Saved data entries
====

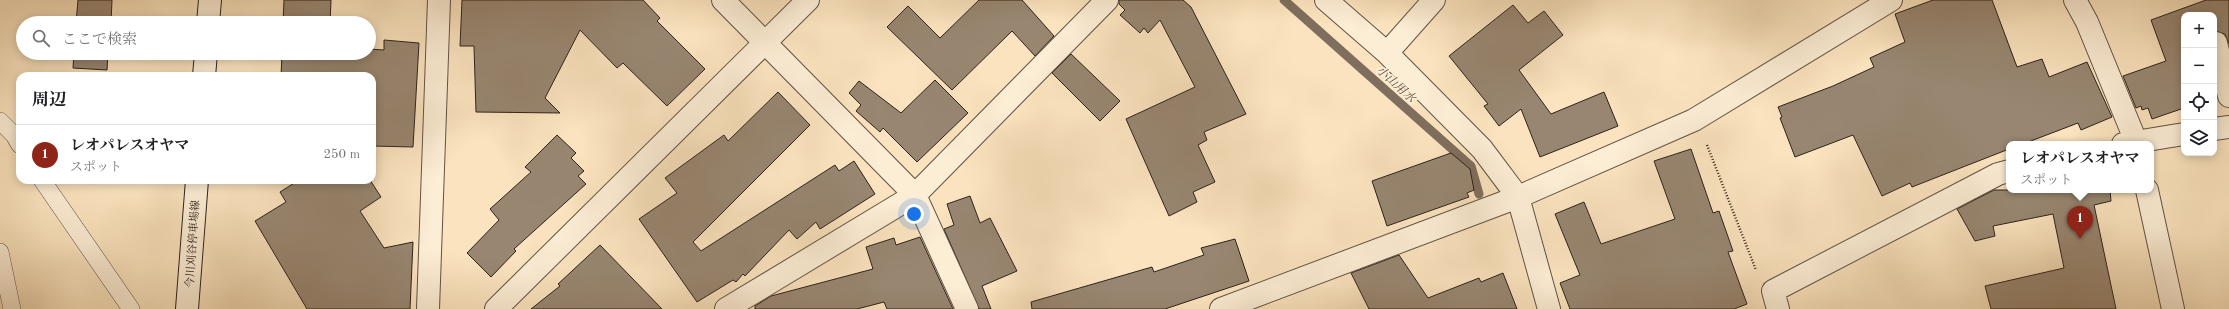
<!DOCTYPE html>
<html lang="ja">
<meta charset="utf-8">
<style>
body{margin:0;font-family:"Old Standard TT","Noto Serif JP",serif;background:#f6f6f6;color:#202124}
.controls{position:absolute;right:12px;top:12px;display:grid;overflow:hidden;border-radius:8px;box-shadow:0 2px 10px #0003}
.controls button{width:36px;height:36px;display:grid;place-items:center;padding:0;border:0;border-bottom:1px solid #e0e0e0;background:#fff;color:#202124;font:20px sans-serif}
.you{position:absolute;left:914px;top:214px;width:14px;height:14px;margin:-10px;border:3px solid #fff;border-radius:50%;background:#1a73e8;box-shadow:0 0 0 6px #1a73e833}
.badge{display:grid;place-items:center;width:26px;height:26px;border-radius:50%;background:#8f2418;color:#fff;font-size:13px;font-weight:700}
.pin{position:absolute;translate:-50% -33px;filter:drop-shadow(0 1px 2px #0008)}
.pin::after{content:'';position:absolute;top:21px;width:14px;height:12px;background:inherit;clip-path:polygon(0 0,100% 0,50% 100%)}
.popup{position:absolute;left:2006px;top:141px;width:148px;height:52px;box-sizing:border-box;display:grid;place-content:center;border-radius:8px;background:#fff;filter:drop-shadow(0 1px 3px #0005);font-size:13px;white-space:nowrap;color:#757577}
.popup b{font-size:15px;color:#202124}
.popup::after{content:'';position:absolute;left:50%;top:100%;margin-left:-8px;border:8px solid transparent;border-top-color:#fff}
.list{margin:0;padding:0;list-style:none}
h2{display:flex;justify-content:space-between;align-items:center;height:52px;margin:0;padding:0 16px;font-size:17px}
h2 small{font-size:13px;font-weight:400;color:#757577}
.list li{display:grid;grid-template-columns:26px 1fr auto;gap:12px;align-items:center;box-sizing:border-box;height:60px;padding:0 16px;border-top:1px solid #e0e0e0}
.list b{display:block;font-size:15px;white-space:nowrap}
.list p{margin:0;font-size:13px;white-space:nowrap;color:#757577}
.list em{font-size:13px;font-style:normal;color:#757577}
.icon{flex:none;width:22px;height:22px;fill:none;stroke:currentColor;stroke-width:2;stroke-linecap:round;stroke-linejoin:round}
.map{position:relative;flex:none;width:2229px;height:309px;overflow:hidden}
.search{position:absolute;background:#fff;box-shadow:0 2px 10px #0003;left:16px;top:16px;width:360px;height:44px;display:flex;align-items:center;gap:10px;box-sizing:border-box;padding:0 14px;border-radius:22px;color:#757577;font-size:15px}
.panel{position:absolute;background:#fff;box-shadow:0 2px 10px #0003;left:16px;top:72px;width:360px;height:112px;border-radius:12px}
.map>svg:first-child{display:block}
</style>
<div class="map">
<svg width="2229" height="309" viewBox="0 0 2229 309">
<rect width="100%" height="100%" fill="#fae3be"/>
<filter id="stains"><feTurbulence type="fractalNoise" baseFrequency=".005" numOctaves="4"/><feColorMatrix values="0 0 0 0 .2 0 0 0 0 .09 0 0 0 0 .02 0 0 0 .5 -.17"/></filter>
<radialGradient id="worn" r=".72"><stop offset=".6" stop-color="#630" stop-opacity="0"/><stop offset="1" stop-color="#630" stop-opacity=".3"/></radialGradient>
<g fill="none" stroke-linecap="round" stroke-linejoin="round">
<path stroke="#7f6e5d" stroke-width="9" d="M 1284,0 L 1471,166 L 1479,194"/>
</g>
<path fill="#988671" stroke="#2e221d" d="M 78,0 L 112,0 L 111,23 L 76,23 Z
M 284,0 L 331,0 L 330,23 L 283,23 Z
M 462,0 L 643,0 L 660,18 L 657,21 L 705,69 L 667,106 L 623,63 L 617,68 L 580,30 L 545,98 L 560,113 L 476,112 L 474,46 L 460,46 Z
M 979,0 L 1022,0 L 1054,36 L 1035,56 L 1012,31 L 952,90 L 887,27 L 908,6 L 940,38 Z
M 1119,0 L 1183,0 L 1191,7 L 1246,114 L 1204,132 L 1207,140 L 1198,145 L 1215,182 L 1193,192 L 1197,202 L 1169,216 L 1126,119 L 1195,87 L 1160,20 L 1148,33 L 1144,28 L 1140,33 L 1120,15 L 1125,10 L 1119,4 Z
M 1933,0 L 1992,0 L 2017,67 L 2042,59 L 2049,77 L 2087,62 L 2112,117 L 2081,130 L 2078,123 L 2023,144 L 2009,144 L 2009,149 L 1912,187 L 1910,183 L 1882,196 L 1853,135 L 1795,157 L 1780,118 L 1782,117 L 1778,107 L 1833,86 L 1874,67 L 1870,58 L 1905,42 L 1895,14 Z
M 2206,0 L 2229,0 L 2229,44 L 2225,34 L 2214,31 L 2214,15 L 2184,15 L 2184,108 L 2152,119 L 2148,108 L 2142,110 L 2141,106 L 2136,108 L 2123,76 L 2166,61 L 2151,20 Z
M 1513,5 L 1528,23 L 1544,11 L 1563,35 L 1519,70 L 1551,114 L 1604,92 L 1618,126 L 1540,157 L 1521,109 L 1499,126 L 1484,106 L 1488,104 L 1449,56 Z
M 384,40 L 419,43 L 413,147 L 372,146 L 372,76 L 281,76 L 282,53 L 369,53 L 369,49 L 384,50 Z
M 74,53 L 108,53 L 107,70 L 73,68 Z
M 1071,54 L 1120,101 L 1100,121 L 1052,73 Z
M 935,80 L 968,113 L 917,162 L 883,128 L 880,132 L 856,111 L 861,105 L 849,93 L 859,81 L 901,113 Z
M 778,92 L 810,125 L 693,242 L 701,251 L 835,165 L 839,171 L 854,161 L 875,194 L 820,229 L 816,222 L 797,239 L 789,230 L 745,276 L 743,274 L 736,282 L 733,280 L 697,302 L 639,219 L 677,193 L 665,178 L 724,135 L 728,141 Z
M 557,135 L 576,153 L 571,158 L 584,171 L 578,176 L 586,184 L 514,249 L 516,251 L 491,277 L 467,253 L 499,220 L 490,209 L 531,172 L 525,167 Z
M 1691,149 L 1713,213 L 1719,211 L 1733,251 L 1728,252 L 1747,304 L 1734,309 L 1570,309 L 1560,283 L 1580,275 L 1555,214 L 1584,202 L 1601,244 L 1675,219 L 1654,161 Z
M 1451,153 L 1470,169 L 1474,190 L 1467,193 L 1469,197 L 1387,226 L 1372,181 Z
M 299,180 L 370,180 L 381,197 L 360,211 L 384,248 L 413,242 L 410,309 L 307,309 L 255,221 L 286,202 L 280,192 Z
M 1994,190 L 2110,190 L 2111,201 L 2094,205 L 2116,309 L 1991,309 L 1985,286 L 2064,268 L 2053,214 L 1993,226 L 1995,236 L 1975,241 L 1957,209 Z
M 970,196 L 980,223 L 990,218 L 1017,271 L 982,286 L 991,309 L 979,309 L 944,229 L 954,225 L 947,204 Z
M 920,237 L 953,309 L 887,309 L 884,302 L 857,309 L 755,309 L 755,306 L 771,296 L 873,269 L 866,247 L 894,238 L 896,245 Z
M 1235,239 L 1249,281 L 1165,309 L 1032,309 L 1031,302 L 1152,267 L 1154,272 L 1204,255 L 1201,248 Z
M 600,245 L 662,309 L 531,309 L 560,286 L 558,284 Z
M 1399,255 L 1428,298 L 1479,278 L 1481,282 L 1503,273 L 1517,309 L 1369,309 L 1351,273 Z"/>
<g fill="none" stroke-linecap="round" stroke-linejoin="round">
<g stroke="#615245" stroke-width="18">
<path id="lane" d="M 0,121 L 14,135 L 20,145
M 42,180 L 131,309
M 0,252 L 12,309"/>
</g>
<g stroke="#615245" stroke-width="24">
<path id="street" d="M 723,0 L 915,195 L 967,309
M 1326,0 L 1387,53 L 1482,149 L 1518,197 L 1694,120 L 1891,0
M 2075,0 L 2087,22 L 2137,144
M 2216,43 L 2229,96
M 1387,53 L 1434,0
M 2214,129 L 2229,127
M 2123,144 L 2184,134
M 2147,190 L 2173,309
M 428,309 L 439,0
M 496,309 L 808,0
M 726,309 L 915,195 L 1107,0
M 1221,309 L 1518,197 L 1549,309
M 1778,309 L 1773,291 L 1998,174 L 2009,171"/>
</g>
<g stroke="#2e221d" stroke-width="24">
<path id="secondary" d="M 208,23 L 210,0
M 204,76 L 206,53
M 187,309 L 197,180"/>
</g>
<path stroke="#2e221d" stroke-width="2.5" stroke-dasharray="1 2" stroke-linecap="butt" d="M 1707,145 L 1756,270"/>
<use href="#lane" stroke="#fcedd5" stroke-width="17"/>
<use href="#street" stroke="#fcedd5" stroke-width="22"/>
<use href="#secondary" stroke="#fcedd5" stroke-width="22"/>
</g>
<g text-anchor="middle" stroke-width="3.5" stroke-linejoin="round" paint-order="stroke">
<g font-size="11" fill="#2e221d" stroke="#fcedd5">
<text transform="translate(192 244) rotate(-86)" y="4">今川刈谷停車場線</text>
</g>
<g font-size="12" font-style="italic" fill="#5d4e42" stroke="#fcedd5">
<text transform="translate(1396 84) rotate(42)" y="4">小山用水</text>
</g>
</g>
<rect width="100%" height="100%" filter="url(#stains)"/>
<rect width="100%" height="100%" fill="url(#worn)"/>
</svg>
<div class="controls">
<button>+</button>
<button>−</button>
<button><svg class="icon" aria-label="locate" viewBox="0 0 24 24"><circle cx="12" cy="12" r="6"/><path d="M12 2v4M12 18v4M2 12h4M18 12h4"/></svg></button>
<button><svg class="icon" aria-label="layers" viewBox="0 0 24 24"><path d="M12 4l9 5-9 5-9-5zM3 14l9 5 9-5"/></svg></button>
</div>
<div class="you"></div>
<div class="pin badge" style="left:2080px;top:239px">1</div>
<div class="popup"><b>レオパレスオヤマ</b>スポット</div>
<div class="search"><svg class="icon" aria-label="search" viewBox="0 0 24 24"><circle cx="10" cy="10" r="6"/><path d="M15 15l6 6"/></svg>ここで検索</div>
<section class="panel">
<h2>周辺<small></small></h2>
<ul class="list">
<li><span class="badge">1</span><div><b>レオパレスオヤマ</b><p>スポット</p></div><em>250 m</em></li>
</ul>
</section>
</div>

====

[Directions]:
Scan the entries above for the word "worn", then copy every line in which it occurs.

[Exercise solution]:
<radialGradient id="worn" r=".72"><stop offset=".6" stop-color="#630" stop-opacity="0"/><stop offset="1" stop-color="#630" stop-opacity=".3"/></radialGradient>
<rect width="100%" height="100%" fill="url(#worn)"/>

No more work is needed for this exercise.